Start of EXTRACTED INFORMATION

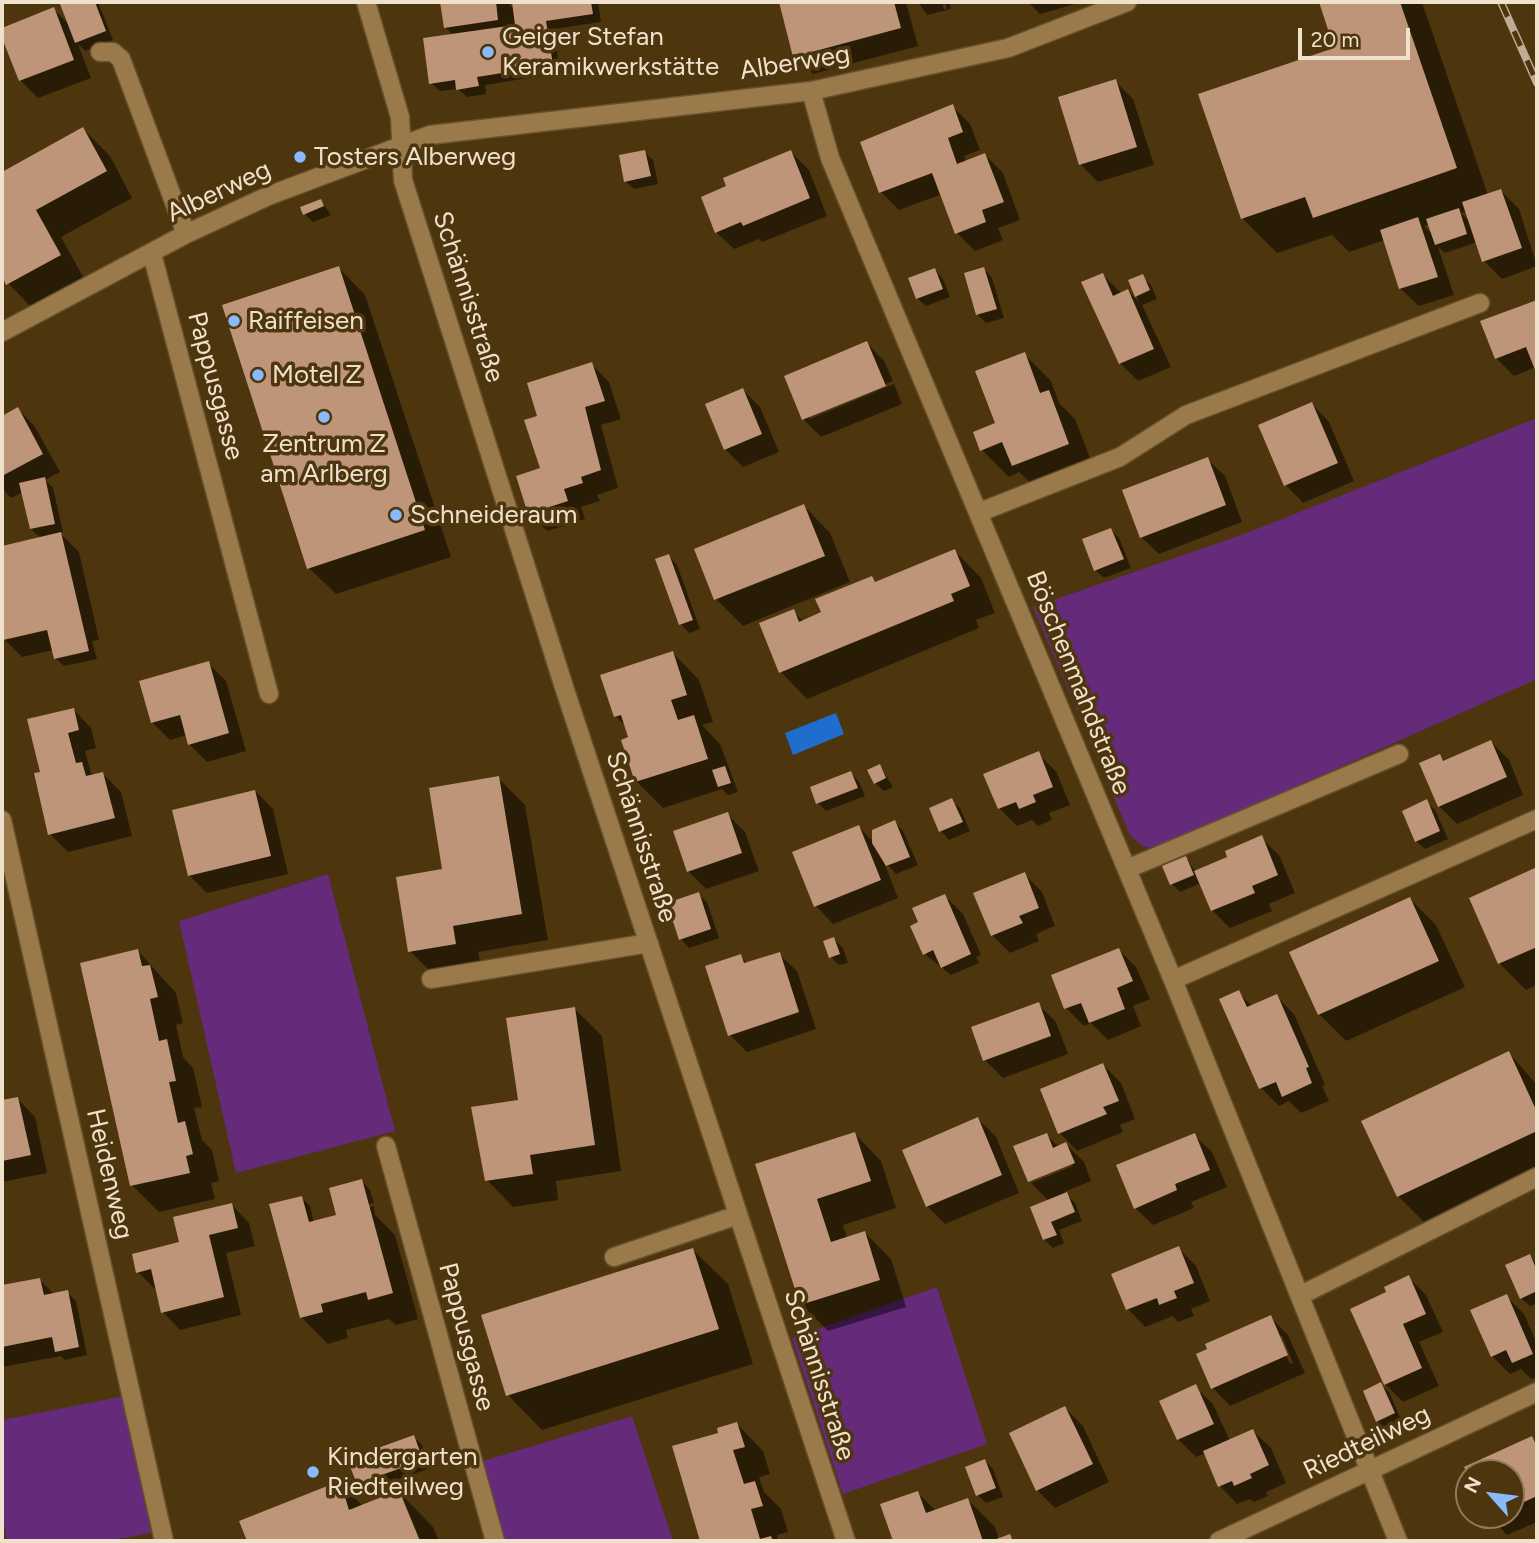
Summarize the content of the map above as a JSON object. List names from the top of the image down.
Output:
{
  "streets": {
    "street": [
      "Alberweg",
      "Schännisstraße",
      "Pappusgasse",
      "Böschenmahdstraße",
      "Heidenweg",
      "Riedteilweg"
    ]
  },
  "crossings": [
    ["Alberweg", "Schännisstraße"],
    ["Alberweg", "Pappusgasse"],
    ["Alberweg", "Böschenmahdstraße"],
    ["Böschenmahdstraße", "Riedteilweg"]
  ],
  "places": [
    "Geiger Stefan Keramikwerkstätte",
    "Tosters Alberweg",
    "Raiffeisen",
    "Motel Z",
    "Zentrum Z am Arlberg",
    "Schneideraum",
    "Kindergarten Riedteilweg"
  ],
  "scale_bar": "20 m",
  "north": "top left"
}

End of EXTRACTED INFORMATION

◆ WORK TO BE COMPLETED ◆
All records above are to be printed exactly, minus the pictures they contain.

◆ REPLY ◆
Summarize the content of the map above as a JSON object. List names from the top of the image down.
Output:
{
  "streets": {
    "street": [
      "Alberweg",
      "Schännisstraße",
      "Pappusgasse",
      "Böschenmahdstraße",
      "Heidenweg",
      "Riedteilweg"
    ]
  },
  "crossings": [
    ["Alberweg", "Schännisstraße"],
    ["Alberweg", "Pappusgasse"],
    ["Alberweg", "Böschenmahdstraße"],
    ["Böschenmahdstraße", "Riedteilweg"]
  ],
  "places": [
    "Geiger Stefan Keramikwerkstätte",
    "Tosters Alberweg",
    "Raiffeisen",
    "Motel Z",
    "Zentrum Z am Arlberg",
    "Schneideraum",
    "Kindergarten Riedteilweg"
  ],
  "scale_bar": "20 m",
  "north": "top left"
}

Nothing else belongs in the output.